--- Entries shown Enclosed Below ---

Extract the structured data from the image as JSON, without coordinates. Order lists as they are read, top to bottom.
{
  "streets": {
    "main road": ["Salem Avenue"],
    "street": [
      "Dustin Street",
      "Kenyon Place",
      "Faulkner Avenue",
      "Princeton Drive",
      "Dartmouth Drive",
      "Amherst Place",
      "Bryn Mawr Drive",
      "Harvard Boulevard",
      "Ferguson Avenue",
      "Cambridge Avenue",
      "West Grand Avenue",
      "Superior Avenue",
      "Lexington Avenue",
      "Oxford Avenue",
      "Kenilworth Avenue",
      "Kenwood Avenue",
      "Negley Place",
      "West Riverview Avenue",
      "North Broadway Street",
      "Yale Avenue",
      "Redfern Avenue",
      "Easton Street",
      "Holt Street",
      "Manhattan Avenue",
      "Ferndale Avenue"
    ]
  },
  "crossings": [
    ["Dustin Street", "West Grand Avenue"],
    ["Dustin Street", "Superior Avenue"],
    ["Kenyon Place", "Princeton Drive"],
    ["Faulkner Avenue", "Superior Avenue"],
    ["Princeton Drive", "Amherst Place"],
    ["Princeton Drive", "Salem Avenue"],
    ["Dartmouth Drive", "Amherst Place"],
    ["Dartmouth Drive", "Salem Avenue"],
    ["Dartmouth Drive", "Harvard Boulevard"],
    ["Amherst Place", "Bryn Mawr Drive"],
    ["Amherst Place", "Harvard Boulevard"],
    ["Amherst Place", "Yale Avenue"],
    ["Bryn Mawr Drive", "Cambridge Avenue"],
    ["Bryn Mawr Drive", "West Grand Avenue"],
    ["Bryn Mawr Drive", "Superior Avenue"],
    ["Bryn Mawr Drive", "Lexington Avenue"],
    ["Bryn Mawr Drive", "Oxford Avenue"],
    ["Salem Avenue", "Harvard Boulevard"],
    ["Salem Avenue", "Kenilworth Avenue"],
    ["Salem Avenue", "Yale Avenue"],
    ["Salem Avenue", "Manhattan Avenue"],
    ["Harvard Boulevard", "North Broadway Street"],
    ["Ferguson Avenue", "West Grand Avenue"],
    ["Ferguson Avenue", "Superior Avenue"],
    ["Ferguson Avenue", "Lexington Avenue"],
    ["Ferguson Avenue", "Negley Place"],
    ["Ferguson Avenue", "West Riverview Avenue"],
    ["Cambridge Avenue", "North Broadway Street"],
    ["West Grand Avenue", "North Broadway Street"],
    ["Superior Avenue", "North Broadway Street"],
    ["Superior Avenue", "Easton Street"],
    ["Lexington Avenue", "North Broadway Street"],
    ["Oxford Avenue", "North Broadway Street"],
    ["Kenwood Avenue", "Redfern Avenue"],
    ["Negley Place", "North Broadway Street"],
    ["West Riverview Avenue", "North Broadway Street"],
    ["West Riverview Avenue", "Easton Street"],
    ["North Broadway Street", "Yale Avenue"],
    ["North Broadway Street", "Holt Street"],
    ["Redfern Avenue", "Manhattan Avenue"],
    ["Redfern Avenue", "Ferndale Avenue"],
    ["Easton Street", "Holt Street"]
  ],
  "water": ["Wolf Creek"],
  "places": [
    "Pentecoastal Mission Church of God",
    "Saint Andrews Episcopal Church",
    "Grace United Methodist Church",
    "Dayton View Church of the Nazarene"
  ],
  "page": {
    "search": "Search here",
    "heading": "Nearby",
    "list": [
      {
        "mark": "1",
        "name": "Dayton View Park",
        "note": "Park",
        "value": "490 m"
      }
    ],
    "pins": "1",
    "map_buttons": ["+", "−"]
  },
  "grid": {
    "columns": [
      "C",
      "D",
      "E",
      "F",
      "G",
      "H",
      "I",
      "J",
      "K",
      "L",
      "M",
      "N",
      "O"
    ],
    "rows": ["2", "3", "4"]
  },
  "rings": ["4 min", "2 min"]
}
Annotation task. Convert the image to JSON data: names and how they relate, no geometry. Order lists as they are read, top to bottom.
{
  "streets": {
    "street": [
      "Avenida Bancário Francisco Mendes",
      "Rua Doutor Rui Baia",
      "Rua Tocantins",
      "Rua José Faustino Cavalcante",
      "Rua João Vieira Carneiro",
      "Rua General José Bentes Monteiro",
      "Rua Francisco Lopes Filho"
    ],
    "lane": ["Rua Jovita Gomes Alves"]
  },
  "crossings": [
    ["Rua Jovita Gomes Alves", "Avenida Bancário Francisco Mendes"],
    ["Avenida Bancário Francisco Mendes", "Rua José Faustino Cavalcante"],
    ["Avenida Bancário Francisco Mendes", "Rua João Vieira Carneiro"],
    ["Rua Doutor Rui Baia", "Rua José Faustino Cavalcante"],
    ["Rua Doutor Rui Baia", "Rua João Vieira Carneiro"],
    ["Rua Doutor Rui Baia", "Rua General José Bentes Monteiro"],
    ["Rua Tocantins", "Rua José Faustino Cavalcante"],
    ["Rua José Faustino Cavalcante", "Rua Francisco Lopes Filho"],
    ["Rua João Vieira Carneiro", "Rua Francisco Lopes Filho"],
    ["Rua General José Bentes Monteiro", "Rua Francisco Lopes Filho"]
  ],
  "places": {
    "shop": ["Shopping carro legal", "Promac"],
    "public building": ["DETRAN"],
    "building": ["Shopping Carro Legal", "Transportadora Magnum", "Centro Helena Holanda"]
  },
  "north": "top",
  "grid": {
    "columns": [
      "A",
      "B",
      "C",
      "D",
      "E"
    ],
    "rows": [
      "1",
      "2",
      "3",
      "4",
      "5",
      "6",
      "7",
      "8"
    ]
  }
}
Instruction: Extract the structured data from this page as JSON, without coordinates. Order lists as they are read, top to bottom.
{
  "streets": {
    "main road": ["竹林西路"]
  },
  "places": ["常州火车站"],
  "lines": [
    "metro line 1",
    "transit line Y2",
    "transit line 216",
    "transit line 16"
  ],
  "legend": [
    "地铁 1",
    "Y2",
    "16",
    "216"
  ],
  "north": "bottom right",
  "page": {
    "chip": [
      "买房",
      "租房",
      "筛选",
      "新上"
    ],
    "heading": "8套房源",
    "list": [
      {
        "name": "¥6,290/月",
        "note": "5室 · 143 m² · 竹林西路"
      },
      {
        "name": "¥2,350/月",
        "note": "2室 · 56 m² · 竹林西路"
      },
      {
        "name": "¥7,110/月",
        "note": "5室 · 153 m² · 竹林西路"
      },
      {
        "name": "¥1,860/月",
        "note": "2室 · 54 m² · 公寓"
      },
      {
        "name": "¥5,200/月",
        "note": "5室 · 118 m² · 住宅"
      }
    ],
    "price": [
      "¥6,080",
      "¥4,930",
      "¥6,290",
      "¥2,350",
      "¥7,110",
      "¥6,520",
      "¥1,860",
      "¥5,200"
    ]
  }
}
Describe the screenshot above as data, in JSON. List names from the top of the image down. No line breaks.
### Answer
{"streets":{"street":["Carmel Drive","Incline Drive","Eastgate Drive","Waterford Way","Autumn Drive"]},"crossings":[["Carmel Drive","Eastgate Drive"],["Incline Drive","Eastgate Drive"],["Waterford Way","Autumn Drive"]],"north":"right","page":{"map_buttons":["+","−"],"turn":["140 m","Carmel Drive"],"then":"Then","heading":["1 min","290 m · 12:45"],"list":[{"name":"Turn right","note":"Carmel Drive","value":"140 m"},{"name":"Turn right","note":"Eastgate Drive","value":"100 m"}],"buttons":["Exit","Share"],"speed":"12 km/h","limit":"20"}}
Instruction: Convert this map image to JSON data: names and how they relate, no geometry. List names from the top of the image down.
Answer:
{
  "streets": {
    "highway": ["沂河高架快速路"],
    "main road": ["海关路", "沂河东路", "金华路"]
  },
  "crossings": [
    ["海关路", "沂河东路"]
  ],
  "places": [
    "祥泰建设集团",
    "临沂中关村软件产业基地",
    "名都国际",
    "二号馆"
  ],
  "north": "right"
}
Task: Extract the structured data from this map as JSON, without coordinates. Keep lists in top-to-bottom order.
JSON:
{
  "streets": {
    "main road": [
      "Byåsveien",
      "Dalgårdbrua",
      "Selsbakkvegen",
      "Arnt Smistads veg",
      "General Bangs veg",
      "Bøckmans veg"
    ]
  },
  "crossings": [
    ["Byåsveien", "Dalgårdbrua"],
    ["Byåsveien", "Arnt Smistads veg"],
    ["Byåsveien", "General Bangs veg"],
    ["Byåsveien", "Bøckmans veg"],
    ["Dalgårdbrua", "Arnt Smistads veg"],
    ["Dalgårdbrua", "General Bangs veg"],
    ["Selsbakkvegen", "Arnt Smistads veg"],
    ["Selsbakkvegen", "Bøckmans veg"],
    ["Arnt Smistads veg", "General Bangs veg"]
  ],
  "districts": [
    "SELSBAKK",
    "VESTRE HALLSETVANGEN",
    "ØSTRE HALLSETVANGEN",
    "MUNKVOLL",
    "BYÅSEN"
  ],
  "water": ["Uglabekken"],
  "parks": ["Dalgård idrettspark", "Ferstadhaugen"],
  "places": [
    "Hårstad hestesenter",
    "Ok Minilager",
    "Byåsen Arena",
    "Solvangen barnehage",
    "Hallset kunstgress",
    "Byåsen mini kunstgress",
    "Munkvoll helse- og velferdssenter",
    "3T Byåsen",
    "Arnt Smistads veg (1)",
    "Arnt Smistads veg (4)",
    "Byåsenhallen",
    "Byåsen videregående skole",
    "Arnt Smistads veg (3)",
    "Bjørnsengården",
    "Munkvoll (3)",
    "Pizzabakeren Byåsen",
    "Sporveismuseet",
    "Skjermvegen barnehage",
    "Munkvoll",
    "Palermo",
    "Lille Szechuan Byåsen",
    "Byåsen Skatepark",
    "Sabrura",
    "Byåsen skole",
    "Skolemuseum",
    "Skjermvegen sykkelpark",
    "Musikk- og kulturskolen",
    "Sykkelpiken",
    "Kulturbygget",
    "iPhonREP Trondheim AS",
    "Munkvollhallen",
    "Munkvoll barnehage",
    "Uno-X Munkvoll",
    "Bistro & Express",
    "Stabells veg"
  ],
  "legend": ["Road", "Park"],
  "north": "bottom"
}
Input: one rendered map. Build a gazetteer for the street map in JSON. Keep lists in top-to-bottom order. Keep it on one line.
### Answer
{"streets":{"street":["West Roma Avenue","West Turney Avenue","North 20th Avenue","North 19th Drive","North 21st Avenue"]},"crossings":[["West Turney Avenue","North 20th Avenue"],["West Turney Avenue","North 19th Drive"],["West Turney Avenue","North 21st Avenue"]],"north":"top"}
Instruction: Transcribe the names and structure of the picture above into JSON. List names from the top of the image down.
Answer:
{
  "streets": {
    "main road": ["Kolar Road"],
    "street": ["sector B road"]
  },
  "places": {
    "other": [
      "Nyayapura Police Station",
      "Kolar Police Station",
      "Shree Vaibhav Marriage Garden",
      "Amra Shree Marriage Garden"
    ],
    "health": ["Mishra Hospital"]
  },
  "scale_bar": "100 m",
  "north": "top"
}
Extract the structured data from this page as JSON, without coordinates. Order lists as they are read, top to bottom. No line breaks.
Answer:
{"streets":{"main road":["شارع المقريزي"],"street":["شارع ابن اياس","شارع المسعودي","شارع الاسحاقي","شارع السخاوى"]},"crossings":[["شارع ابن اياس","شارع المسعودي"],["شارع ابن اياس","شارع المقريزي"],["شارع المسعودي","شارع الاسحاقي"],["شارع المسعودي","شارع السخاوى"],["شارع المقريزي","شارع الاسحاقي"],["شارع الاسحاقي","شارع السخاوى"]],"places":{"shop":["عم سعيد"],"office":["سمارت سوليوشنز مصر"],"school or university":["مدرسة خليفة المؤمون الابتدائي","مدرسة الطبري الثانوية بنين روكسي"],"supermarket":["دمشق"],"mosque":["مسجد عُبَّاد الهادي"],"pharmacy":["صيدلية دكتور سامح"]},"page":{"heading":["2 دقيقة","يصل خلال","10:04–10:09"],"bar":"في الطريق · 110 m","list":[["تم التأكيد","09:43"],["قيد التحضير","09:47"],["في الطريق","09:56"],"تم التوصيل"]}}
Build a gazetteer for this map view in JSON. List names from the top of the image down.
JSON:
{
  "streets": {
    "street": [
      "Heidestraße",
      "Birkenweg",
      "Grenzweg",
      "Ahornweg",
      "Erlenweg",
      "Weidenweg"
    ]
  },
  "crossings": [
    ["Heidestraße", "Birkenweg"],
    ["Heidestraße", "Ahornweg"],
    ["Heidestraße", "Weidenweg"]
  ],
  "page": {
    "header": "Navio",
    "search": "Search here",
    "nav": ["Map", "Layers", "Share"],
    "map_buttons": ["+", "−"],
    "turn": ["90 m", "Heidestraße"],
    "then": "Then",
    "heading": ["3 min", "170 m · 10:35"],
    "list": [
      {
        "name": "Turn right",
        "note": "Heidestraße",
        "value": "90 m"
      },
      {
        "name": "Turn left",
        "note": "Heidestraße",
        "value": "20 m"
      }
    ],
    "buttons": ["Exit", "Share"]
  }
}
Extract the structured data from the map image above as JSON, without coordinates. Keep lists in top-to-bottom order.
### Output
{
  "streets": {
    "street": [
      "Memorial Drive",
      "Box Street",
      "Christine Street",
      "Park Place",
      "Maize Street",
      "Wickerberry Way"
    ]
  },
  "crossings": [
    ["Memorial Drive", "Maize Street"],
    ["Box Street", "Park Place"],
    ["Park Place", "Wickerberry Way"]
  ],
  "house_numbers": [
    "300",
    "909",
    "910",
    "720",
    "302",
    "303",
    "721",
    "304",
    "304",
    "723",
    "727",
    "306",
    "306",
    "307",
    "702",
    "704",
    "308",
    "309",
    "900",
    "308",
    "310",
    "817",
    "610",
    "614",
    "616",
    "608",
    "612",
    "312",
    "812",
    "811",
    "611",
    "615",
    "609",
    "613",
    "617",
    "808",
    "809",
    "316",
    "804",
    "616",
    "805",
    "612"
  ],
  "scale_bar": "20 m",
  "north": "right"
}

--- End of Enclosed Entries shown ---

Would you copy every line of the entries that includes the word "Boulevard"?

      "Harvard Boulevard",
    ["Dartmouth Drive", "Harvard Boulevard"],
    ["Amherst Place", "Harvard Boulevard"],
    ["Salem Avenue", "Harvard Boulevard"],
    ["Harvard Boulevard", "North Broadway Street"],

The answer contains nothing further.